Layaknya Kopi

Menikmati secangkir kopi selalu memberikan banyak filosofi tentang irama petualangan hidup. Menikmati kopi bukan hanya tentang menyeruput rasa pahit dan manis yang menyatu. Tetapi juga diharuskan untuk belajar memaknai arti setiap seruputan kopi tersebut.

Rasa manis dan pahit merupakan dua elemen yang tak terpisahkan dalam menyajikan secangkir kopi. Bahkan secara sengaja, pahit dan manis itu dileburkan atau diaduk agar membentuk perpaduan rasa yang baru dan seimbang. Tapi sering, rasa baru yang ditawarkan selalu menuai jawaban “kata pahit”.

Pahit adalah suatu rasa yang tidak sedap, seperti rasa empedu, tidak menyenangkan hati, menyedihkan, sebuah gambaran kesukaran dan kesusahan. Tak sedikit orang yang selalu menghindari,menolak bahkan memberontak kala kepahitan itu diberikan. Padahal, pahit yang disajikan harusnya membuat kita lebih dekat dengan Pencipta dengan harapan Dia memberikan kemampuan untuk menikmati rasa pahit tersebut.

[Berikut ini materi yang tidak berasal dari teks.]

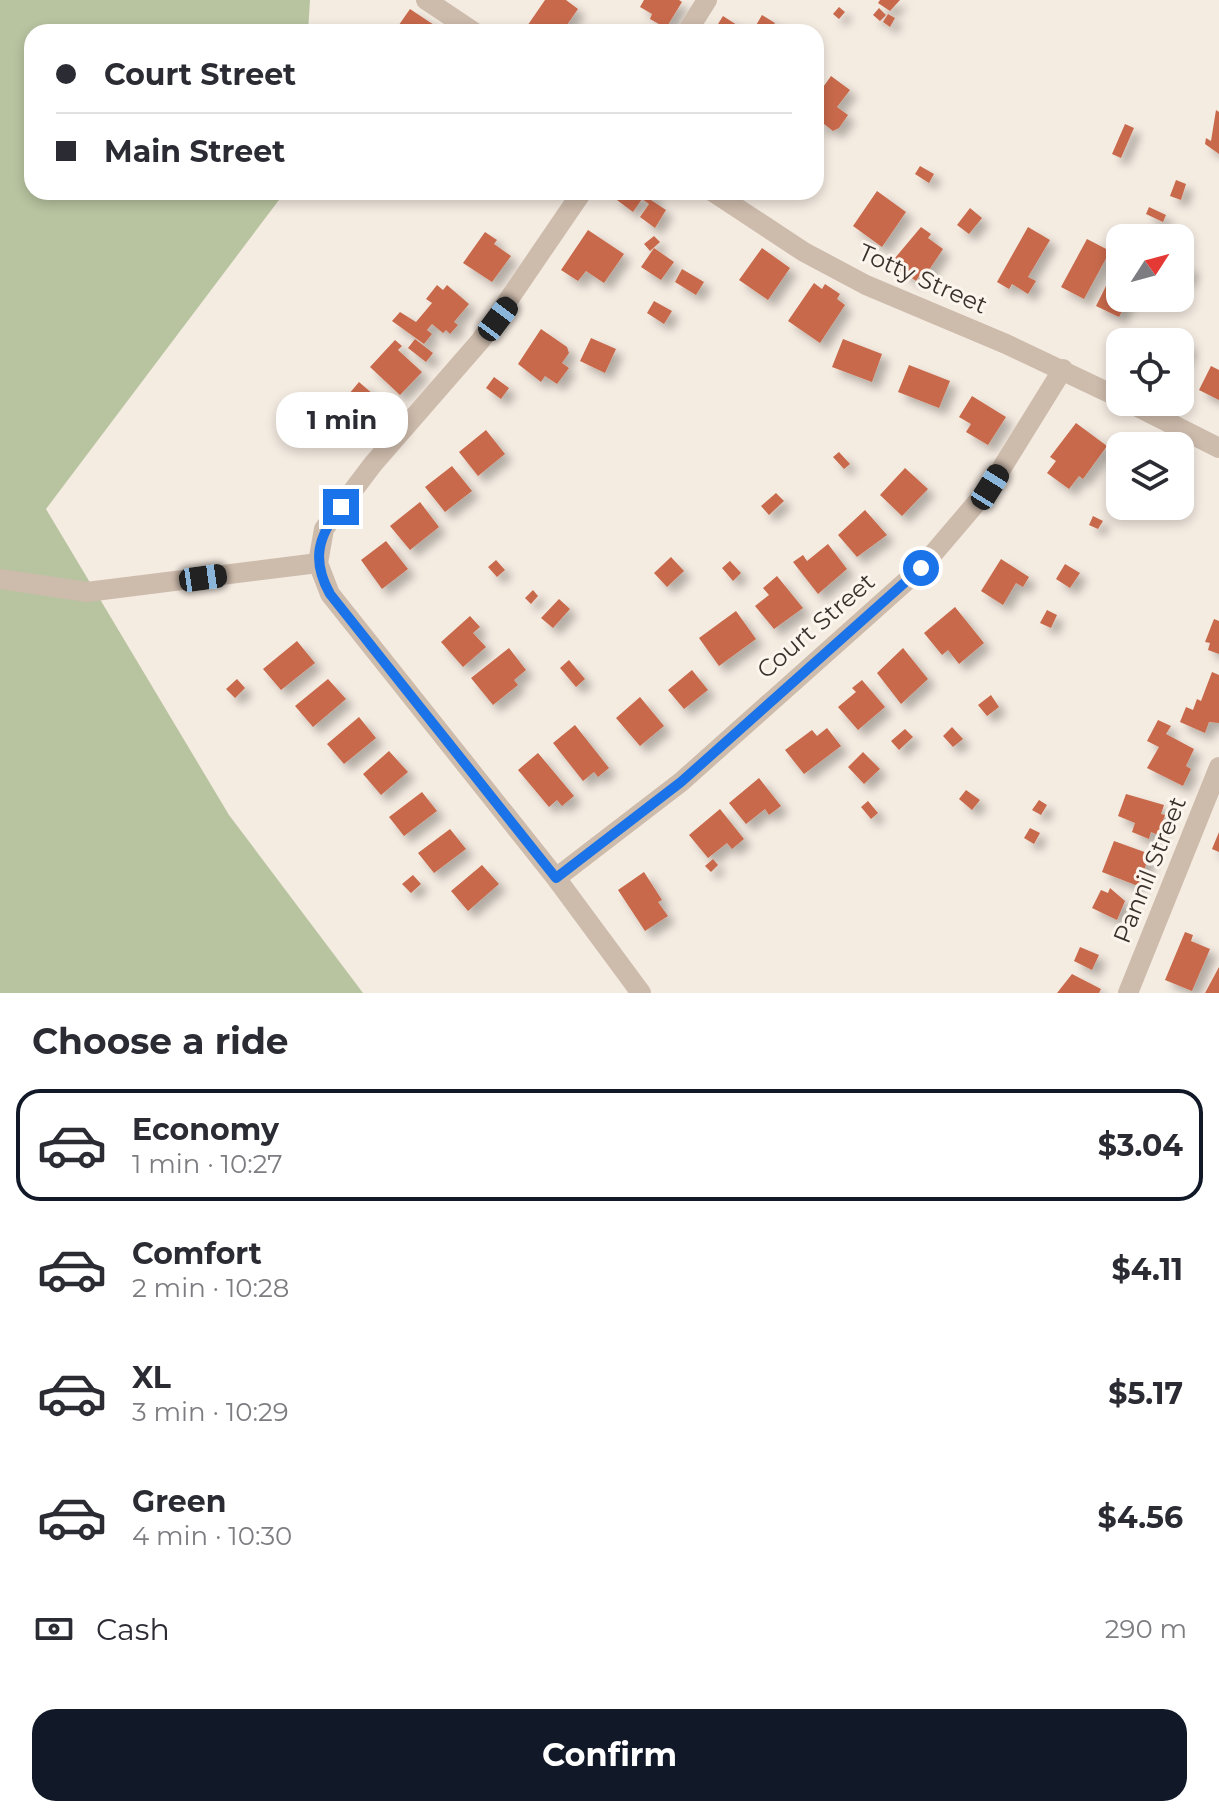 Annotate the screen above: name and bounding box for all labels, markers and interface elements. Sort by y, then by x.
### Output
text: Court Street [104,56,296,93]
text: Main Street [104,133,285,170]
north arrow [1106,224,1194,312]
map controls [1106,224,1194,520]
street label: Totty Street [854,237,992,320]
car [474,293,522,345]
button: locate [1106,328,1194,416]
callout: 1 min [275,391,407,447]
text: 1 min [307,404,377,436]
button: layers [1106,432,1194,520]
car [967,460,1013,514]
route end [323,489,359,525]
route start [903,550,939,586]
car [178,563,228,593]
street label: Court Street [751,567,881,685]
street label: Pannil Street [1107,792,1192,947]
text: Choose a ride [32,1019,289,1063]
icon: car [36,1109,108,1181]
text: Economy [132,1111,279,1148]
text: $3.04 [1098,1127,1183,1164]
text: 1 min · 10:27 [132,1148,283,1180]
icon: car [36,1233,108,1305]
text: Comfort [132,1235,262,1272]
text: $4.11 [1111,1251,1183,1288]
text: 2 min · 10:28 [132,1272,289,1304]
icon: car [36,1357,108,1429]
text: XL [132,1359,171,1396]
text: $5.17 [1108,1375,1183,1412]
text: 3 min · 10:29 [132,1396,289,1428]
icon: car [36,1481,108,1553]
text: Green [132,1483,226,1520]
text: $4.56 [1097,1499,1183,1536]
text: 4 min · 10:30 [132,1520,292,1552]
icon: cash [32,1607,76,1651]
text: Cash [96,1611,170,1648]
text: 290 m [1105,1613,1187,1645]
button: Confirm [32,1709,1187,1801]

Sedangkan manis adalah suatu rasa yang enak, seperti gula, madu.  Manis itu menyenangkan dan indah. Semua orang mendambakan  rasa ini, bahkan berlomba-lomba untuk mendapatinya. Karena kenikmatan, rasa manis ini mampu menyulap makhluk mulia menjadi lupa akan dirinya, bahkan tak sedikit yang mati karena rasa manis tersebut (diabetes bro). Sama halnya seperti semut yang mati karena rasa manis tersbut. Bukankah seharusnya, rasa manis itu membuat makhluk mulia itu bersyukur dan lebih mendekatkan diri pada Pencipta atas nikmat dan keindahan yang telah Dia berikan.

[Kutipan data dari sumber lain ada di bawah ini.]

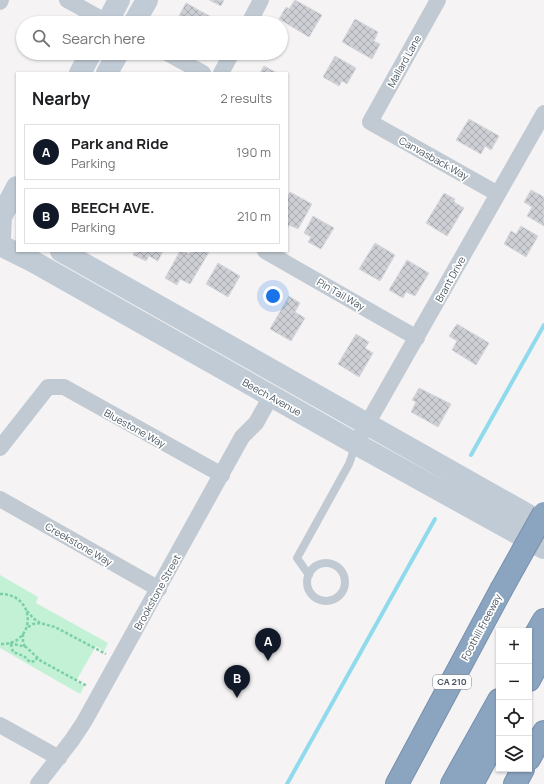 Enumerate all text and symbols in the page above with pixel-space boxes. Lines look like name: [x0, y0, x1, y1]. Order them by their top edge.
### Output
search box: [16, 16, 288, 60]
icon: search: [30, 27, 52, 49]
text: Search here: [62, 28, 145, 49]
street label: Mallard Lane: [384, 32, 424, 90]
text: Nearby: [32, 87, 90, 110]
text: 2 results: [220, 89, 272, 107]
text: Park and Ride: [71, 133, 169, 154]
street label: Canvasback Way: [397, 133, 472, 183]
text: A: [42, 143, 50, 161]
text: 190 m: [236, 143, 271, 161]
text: Parking: [71, 154, 115, 172]
text: BEECH AVE.: [71, 197, 154, 218]
text: B: [42, 207, 50, 225]
text: 210 m: [237, 207, 271, 225]
text: Parking: [71, 218, 115, 236]
street label: Brant Drive: [432, 253, 468, 304]
street label: Pin Tail Way: [314, 275, 368, 314]
your location: [263, 286, 283, 306]
street label: Beech Avenue: [240, 375, 304, 419]
street label: Bluestone Way: [102, 405, 169, 451]
street label: Creekstone Way: [43, 519, 116, 569]
street label: Brookstone Street: [130, 552, 184, 632]
street label: Foothill Freeway: [458, 591, 505, 663]
pin: A: [255, 628, 281, 661]
map controls: [496, 628, 532, 772]
button: +: [496, 628, 532, 664]
button: −: [496, 664, 532, 700]
pin: B: [224, 665, 250, 698]
road number: CA 210: [433, 675, 471, 689]
button: locate: [496, 700, 532, 736]
button: layers: [496, 736, 532, 772]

Makhluk mulia itu harusnya meleburkan pahit dan manis secara seimbang dengan DOA, agar kehangatan dan kenikmatan rasa baru tersebut dapat dinikmati dengan rasa bersyukur.

“Karena pahit dan manis melebur dalam kehangantan, sama seperti kopi”

Akan tetapi,tantangan orang percaya adalah merubah yang pahit menjadi manis, dan harus mampu untuk merubahnya.